Screen shots of He Dian's mantra-sūtra here and here.

[h.t. Mark Metcalf]



8 Comments

  1. Victor Mair said,

    July 30, 2020 @ 12:40 pm

    I was going to end the title with "pro populo", but thought that would be overdoing it.

  2. Michael Watts said,

    July 30, 2020 @ 5:50 pm

    What are the connotations of naming your book 经? Does that not seem like a little much in the way of over-the-top self-aggrandizement?

  3. Victor Mair said,

    July 30, 2020 @ 6:45 pm

    That is his title, and indeed it is presumptuous: "classic" or "sūtra".

  4. Philip Taylor said,

    July 31, 2020 @ 2:23 am

    "What are the connotations of naming your book 经?" — I cannot help but feel that this is one of the cases where the use of "one/one's" is virtually mandated. As original written, I immediately assumed that it was a reference to one of Victor's (many) books rathen than (as I now realise was intended) a/the book of He Dian.
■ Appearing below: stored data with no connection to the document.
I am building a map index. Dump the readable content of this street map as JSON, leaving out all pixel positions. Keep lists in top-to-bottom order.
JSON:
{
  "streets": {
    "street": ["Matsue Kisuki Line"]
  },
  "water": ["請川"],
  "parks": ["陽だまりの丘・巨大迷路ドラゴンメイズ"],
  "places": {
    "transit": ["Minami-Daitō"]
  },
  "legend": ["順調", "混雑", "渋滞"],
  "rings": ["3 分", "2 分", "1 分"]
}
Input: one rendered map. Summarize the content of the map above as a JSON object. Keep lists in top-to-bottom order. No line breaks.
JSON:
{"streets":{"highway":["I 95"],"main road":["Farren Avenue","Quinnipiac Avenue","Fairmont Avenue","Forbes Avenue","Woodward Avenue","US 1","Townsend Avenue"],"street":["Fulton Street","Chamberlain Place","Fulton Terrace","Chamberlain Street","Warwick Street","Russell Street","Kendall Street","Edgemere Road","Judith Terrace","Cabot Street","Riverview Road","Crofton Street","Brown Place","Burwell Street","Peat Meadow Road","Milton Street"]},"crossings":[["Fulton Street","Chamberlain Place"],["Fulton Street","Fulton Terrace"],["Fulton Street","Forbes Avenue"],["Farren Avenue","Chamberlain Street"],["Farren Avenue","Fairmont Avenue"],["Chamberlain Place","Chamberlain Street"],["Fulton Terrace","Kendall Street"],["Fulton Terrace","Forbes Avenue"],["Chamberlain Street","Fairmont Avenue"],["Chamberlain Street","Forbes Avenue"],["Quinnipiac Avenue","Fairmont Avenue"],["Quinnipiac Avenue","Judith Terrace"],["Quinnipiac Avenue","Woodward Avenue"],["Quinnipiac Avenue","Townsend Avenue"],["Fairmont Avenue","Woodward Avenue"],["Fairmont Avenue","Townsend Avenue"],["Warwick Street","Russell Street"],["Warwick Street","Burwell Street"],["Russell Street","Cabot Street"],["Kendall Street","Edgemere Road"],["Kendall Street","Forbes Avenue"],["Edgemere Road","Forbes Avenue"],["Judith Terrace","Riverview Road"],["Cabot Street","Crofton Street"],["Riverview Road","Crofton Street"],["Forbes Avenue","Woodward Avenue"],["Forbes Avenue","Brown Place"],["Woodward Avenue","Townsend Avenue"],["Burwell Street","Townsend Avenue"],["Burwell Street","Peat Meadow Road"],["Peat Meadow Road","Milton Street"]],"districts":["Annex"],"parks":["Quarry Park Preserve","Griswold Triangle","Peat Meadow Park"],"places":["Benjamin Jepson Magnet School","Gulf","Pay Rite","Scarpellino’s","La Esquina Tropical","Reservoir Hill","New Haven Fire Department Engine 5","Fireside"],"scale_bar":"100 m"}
  5. Chris Partridge said,

    July 31, 2020 @ 2:50 am

    Reminds me of Australia’s most prominent cultural icon, arts supremo Les Patterson, who gave himself a huge grant to write a poem. It began:
    ‘What is it that we like more than tarts?
    The Yartz!’

  6. Mark Mandel said,

    July 31, 2020 @ 12:30 pm

    What's the Yartz? Maybe it's obvious in Oz, but it's unknown in the US.

  7. John Swindle said,

    July 31, 2020 @ 4:29 pm

    A quick Google search suggests that to yartz is to vomit (Urban Dictionary) and the Yartz is "uncultivated" Australian (Babylon's Online Dictionary) for "the Arts." search page.

  8. John Swindle said,

    July 31, 2020 @ 4:30 pm

    For "search page" please read "".